··· DATASET RECORDS ···
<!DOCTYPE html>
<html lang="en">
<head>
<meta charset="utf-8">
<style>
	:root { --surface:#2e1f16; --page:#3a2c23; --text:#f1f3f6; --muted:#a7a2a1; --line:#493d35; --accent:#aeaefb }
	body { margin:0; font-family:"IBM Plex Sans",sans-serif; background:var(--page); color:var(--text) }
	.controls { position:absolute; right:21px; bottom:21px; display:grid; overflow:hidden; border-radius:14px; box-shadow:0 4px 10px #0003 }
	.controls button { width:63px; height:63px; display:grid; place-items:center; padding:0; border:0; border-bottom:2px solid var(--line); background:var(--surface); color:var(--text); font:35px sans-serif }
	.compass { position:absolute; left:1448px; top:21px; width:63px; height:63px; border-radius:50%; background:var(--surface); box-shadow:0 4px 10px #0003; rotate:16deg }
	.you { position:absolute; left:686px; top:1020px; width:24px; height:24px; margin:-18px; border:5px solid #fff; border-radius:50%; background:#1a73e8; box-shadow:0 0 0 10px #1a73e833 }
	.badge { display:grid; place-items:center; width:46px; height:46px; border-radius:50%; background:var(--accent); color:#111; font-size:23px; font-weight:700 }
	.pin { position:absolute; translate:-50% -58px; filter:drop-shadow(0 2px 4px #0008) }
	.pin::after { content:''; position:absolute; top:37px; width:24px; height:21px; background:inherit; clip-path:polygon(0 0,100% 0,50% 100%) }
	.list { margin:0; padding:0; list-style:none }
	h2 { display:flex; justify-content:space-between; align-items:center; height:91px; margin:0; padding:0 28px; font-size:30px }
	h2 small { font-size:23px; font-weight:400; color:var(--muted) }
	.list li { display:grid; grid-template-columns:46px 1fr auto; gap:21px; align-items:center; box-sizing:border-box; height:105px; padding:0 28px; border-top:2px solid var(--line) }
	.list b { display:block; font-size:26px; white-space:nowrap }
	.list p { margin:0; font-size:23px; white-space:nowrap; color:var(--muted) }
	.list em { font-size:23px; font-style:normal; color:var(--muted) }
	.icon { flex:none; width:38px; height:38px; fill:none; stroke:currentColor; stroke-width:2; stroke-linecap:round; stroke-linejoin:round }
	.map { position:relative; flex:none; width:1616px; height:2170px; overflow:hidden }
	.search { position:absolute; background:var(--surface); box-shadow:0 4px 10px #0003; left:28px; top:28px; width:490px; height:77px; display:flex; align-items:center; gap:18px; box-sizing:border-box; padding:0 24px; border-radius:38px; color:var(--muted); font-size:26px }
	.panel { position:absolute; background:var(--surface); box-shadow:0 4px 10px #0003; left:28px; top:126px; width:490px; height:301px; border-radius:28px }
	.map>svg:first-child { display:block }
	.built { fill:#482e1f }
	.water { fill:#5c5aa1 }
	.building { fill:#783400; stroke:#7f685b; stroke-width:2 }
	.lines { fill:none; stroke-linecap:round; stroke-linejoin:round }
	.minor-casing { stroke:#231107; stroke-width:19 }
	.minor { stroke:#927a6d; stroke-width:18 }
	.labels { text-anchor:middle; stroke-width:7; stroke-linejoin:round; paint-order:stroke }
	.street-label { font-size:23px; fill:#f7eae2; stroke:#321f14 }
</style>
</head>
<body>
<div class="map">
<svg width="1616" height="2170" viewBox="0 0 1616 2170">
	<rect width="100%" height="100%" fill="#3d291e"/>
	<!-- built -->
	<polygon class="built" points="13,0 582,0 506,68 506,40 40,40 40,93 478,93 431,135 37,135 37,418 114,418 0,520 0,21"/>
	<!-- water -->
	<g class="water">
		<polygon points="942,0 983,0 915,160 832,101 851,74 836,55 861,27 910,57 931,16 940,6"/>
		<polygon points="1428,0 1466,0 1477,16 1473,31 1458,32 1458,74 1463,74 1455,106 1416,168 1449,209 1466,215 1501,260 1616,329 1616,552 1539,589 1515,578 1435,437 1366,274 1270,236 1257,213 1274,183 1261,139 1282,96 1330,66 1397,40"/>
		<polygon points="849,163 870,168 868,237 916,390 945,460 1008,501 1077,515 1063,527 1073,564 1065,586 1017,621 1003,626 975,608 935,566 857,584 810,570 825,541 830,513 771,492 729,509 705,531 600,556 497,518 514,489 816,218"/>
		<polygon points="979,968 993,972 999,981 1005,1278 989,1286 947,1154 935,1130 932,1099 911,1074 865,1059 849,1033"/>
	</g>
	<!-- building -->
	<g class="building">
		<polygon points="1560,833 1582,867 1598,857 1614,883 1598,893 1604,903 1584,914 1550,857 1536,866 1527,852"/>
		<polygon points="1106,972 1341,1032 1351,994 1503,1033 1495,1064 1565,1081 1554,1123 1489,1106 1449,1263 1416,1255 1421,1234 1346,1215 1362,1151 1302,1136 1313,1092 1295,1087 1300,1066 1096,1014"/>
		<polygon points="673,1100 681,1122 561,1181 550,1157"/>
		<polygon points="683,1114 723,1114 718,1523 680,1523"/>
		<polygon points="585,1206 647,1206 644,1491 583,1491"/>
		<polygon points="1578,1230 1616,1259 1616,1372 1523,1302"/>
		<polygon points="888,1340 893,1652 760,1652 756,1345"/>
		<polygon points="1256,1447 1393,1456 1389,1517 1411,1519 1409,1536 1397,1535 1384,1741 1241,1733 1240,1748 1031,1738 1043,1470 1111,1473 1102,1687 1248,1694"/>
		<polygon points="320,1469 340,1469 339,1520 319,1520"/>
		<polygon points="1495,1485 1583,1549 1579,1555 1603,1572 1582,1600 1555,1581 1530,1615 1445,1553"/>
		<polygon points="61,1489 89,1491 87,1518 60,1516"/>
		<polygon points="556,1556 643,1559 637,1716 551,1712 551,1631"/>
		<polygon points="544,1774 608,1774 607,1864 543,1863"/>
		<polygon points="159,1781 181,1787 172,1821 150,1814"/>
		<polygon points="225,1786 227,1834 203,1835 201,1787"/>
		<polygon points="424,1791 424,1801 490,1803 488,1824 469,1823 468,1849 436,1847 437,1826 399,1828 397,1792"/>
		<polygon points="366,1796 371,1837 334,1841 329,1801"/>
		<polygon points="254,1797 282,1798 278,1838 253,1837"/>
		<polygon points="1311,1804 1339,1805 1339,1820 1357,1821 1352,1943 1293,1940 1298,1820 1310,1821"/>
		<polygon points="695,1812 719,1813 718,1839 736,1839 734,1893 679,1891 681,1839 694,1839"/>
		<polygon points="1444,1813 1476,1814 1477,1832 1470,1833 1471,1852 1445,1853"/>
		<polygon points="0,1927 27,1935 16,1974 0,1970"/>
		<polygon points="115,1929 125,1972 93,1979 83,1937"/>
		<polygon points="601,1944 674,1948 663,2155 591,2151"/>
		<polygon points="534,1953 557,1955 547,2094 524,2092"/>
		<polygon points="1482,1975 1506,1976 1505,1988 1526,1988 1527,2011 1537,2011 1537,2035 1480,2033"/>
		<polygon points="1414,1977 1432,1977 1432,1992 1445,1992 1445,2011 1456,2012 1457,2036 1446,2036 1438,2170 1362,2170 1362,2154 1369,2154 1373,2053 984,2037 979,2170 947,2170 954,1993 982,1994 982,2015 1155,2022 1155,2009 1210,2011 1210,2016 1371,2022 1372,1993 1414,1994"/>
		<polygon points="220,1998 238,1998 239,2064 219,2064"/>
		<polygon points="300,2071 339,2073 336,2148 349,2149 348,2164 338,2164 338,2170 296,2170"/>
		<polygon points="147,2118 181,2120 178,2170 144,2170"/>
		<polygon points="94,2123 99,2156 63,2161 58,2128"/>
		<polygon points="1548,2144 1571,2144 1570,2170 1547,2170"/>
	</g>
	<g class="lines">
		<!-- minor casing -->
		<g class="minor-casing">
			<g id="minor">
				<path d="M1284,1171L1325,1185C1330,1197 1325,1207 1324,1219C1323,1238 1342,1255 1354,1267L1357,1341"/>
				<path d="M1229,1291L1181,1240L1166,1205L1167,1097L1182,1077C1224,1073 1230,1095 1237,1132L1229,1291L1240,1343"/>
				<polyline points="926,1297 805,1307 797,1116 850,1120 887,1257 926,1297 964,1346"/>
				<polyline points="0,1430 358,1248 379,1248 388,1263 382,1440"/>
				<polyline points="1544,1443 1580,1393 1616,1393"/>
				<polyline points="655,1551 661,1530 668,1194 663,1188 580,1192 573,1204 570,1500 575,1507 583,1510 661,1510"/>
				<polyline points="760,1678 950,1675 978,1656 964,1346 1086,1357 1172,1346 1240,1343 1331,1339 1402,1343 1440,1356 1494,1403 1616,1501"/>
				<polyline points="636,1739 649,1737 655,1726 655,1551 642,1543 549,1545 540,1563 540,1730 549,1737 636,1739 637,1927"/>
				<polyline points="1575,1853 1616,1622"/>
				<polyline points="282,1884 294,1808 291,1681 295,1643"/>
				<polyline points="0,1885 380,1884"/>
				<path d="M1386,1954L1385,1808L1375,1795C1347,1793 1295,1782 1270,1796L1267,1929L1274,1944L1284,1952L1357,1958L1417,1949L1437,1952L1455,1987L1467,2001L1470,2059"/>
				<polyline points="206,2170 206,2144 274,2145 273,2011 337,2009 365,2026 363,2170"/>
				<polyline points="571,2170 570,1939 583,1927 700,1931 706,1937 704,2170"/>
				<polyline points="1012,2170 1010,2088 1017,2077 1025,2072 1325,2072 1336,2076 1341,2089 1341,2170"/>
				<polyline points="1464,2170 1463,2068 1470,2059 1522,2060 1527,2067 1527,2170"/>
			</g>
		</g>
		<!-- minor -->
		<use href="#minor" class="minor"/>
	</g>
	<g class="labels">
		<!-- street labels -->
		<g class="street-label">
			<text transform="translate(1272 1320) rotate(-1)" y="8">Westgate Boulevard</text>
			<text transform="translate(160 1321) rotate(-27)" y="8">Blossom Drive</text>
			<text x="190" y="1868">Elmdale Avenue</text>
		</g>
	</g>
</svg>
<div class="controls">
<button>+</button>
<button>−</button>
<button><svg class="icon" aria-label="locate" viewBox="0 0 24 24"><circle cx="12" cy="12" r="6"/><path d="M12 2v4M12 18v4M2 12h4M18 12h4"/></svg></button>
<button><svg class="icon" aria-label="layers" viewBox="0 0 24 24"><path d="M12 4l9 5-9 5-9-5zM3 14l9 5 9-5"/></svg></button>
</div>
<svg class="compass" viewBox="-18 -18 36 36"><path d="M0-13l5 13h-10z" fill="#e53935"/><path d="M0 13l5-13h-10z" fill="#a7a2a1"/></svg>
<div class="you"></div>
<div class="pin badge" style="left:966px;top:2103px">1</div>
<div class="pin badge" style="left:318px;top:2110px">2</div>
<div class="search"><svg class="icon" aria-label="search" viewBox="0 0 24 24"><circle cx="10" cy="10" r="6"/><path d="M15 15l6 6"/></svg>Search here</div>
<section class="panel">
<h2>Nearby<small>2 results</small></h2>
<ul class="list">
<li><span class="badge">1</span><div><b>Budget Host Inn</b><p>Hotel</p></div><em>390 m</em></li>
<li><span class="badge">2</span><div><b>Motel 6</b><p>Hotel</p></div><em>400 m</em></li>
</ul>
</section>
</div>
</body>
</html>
···
YOUR INSTRUCTIONS. Extract all lines from the data in which "place" is found.

TASK SOLUTION.
	.controls button { width:63px; height:63px; display:grid; place-items:center; padding:0; border:0; border-bottom:2px solid var(--line); background:var(--surface); color:var(--text); font:35px sans-serif }
	.badge { display:grid; place-items:center; width:46px; height:46px; border-radius:50%; background:var(--accent); color:#111; font-size:23px; font-weight:700 }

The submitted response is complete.